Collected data
- - - -

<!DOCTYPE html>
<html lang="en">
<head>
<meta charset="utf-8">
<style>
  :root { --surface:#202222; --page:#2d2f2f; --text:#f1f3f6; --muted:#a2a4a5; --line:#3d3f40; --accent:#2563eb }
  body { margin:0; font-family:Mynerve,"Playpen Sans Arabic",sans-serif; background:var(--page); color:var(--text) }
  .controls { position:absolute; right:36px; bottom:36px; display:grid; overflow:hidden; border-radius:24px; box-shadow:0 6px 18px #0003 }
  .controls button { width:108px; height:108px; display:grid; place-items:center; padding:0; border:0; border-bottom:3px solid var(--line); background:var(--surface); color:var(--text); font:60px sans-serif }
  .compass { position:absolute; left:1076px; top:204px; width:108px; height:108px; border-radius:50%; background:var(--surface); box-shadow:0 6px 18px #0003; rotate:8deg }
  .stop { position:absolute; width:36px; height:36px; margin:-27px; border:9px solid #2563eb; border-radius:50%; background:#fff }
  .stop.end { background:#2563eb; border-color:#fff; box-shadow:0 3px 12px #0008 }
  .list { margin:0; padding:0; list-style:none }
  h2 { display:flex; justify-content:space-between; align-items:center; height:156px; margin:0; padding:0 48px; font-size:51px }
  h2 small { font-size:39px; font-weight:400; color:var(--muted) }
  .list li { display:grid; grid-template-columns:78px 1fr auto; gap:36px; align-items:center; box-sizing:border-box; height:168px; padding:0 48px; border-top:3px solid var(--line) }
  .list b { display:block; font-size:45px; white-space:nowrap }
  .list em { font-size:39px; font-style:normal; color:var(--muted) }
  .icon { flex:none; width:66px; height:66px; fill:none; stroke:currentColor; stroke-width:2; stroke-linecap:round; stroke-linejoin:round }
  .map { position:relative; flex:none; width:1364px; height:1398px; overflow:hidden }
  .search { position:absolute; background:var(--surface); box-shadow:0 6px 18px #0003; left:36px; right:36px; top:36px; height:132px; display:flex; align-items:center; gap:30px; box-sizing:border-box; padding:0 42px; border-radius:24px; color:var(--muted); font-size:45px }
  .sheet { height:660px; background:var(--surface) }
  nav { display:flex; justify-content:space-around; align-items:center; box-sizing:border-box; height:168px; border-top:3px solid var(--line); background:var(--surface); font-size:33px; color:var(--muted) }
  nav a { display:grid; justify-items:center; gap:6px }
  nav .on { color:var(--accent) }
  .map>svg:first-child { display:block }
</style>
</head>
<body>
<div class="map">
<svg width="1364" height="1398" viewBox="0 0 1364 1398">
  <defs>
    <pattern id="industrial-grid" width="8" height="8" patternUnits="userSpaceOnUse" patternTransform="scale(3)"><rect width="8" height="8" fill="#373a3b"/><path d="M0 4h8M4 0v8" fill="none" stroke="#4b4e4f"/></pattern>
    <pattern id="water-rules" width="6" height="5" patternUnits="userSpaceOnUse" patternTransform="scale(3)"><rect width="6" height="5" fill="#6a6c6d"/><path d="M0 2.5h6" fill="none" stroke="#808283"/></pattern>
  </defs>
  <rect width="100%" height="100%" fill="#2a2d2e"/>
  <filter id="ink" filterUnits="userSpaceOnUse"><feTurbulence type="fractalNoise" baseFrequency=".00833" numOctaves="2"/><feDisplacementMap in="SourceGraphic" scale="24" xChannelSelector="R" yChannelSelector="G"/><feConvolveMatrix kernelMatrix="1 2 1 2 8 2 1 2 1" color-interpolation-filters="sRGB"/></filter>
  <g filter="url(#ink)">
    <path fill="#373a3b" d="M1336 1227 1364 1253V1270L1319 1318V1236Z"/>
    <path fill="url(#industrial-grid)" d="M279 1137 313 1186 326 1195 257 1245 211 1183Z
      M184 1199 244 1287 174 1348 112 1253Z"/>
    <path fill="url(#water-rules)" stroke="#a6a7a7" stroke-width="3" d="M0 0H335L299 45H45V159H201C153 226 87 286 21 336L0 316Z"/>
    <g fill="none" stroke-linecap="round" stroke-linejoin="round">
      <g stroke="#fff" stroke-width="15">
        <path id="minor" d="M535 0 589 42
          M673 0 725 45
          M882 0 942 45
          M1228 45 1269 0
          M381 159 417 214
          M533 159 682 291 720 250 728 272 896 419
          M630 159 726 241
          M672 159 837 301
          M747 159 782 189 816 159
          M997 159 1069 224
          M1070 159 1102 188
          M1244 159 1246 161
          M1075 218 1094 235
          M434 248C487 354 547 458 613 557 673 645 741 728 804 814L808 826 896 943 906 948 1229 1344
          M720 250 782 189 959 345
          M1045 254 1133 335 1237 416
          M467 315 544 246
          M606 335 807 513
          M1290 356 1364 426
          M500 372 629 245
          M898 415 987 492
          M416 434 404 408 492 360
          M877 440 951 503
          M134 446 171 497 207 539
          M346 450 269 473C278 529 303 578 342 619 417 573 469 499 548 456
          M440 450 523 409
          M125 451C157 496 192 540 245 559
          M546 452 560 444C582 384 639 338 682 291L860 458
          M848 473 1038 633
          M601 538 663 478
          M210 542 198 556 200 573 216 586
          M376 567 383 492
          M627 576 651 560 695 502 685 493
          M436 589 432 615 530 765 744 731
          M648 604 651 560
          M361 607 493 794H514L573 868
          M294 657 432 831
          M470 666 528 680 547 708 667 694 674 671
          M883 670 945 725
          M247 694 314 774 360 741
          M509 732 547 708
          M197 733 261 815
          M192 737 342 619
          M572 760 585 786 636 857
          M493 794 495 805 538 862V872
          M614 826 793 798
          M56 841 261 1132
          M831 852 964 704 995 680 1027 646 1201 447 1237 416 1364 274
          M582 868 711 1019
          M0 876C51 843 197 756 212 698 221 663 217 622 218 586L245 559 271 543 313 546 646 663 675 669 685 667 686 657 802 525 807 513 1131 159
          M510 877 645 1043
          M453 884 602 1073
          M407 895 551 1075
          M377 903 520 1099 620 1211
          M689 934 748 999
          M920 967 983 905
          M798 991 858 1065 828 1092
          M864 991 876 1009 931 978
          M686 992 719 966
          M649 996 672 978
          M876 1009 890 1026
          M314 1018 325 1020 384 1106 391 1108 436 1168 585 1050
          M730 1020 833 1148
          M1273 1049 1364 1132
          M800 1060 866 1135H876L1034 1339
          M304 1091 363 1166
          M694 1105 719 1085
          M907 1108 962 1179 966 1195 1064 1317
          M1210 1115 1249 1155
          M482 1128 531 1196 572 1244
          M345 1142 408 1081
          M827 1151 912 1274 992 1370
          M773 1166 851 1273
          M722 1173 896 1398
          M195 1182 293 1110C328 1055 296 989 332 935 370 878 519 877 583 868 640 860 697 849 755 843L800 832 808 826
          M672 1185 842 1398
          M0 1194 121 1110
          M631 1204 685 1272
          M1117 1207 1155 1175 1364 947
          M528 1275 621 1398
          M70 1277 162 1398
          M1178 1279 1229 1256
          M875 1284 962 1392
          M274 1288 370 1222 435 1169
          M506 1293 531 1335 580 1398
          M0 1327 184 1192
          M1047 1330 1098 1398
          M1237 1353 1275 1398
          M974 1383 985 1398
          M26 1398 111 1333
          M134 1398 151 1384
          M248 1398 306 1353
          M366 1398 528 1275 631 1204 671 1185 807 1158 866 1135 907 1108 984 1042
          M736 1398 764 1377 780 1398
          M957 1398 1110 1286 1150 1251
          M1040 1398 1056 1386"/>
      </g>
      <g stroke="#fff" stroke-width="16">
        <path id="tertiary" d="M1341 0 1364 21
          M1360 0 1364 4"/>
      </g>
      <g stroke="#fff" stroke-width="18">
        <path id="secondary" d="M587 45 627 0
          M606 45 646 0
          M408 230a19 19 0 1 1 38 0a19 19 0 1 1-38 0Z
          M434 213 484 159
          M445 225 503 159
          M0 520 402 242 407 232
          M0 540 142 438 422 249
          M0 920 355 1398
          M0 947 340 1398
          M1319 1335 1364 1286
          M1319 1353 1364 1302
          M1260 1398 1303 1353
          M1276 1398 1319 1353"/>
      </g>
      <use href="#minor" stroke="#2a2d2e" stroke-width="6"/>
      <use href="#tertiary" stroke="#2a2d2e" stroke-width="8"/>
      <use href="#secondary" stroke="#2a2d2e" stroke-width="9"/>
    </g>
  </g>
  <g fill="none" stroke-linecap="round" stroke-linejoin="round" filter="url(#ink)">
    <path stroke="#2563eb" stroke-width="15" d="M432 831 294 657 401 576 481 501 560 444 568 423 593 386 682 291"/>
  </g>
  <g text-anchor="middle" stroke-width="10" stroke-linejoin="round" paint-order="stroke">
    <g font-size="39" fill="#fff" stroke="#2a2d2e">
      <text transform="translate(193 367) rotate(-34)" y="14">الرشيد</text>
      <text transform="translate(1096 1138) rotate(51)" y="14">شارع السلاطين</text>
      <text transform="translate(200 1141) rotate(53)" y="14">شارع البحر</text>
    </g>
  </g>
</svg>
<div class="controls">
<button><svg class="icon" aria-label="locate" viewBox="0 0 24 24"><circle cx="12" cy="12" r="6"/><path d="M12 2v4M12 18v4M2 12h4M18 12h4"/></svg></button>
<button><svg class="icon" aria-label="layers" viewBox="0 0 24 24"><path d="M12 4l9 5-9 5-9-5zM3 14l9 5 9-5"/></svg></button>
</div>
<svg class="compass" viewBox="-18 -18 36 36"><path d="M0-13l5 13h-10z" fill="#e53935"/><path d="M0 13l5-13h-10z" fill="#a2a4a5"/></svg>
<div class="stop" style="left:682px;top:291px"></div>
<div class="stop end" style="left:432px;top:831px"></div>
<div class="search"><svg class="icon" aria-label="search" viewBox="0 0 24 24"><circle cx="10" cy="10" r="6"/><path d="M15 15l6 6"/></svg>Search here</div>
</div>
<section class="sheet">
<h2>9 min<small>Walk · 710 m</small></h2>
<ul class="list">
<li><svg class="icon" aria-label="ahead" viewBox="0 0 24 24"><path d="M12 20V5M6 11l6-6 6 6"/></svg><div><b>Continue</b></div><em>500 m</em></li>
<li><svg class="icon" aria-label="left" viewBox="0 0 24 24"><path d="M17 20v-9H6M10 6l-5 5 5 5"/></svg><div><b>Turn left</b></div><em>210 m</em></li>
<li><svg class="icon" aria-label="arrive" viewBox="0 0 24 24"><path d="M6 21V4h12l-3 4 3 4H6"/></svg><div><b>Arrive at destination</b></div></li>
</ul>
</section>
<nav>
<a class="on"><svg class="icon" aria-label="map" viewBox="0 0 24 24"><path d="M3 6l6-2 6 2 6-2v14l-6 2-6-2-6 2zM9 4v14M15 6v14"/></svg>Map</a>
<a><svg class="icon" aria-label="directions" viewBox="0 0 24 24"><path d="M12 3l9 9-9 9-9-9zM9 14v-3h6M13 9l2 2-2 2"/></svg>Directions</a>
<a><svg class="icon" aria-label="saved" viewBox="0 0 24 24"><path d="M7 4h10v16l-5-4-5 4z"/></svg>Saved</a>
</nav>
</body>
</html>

- - - -

YOUR OBJECTIVE
Copy the entries above exactly, but only from the line holding "M467 315 544 246" through the line holding "M1117 1207 1155 1175 1364 947", both included.

PROBLEM SOLUTION
          M467 315 544 246
          M606 335 807 513
          M1290 356 1364 426
          M500 372 629 245
          M898 415 987 492
          M416 434 404 408 492 360
          M877 440 951 503
          M134 446 171 497 207 539
          M346 450 269 473C278 529 303 578 342 619 417 573 469 499 548 456
          M440 450 523 409
          M125 451C157 496 192 540 245 559
          M546 452 560 444C582 384 639 338 682 291L860 458
          M848 473 1038 633
          M601 538 663 478
          M210 542 198 556 200 573 216 586
          M376 567 383 492
          M627 576 651 560 695 502 685 493
          M436 589 432 615 530 765 744 731
          M648 604 651 560
          M361 607 493 794H514L573 868
          M294 657 432 831
          M470 666 528 680 547 708 667 694 674 671
          M883 670 945 725
          M247 694 314 774 360 741
          M509 732 547 708
          M197 733 261 815
          M192 737 342 619
          M572 760 585 786 636 857
          M493 794 495 805 538 862V872
          M614 826 793 798
          M56 841 261 1132
          M831 852 964 704 995 680 1027 646 1201 447 1237 416 1364 274
          M582 868 711 1019
          M0 876C51 843 197 756 212 698 221 663 217 622 218 586L245 559 271 543 313 546 646 663 675 669 685 667 686 657 802 525 807 513 1131 159
          M510 877 645 1043
          M453 884 602 1073
          M407 895 551 1075
          M377 903 520 1099 620 1211
          M689 934 748 999
          M920 967 983 905
          M798 991 858 1065 828 1092
          M864 991 876 1009 931 978
          M686 992 719 966
          M649 996 672 978
          M876 1009 890 1026
          M314 1018 325 1020 384 1106 391 1108 436 1168 585 1050
          M730 1020 833 1148
          M1273 1049 1364 1132
          M800 1060 866 1135H876L1034 1339
          M304 1091 363 1166
          M694 1105 719 1085
          M907 1108 962 1179 966 1195 1064 1317
          M1210 1115 1249 1155
          M482 1128 531 1196 572 1244
          M345 1142 408 1081
          M827 1151 912 1274 992 1370
          M773 1166 851 1273
          M722 1173 896 1398
          M195 1182 293 1110C328 1055 296 989 332 935 370 878 519 877 583 868 640 860 697 849 755 843L800 832 808 826
          M672 1185 842 1398
          M0 1194 121 1110
          M631 1204 685 1272
          M1117 1207 1155 1175 1364 947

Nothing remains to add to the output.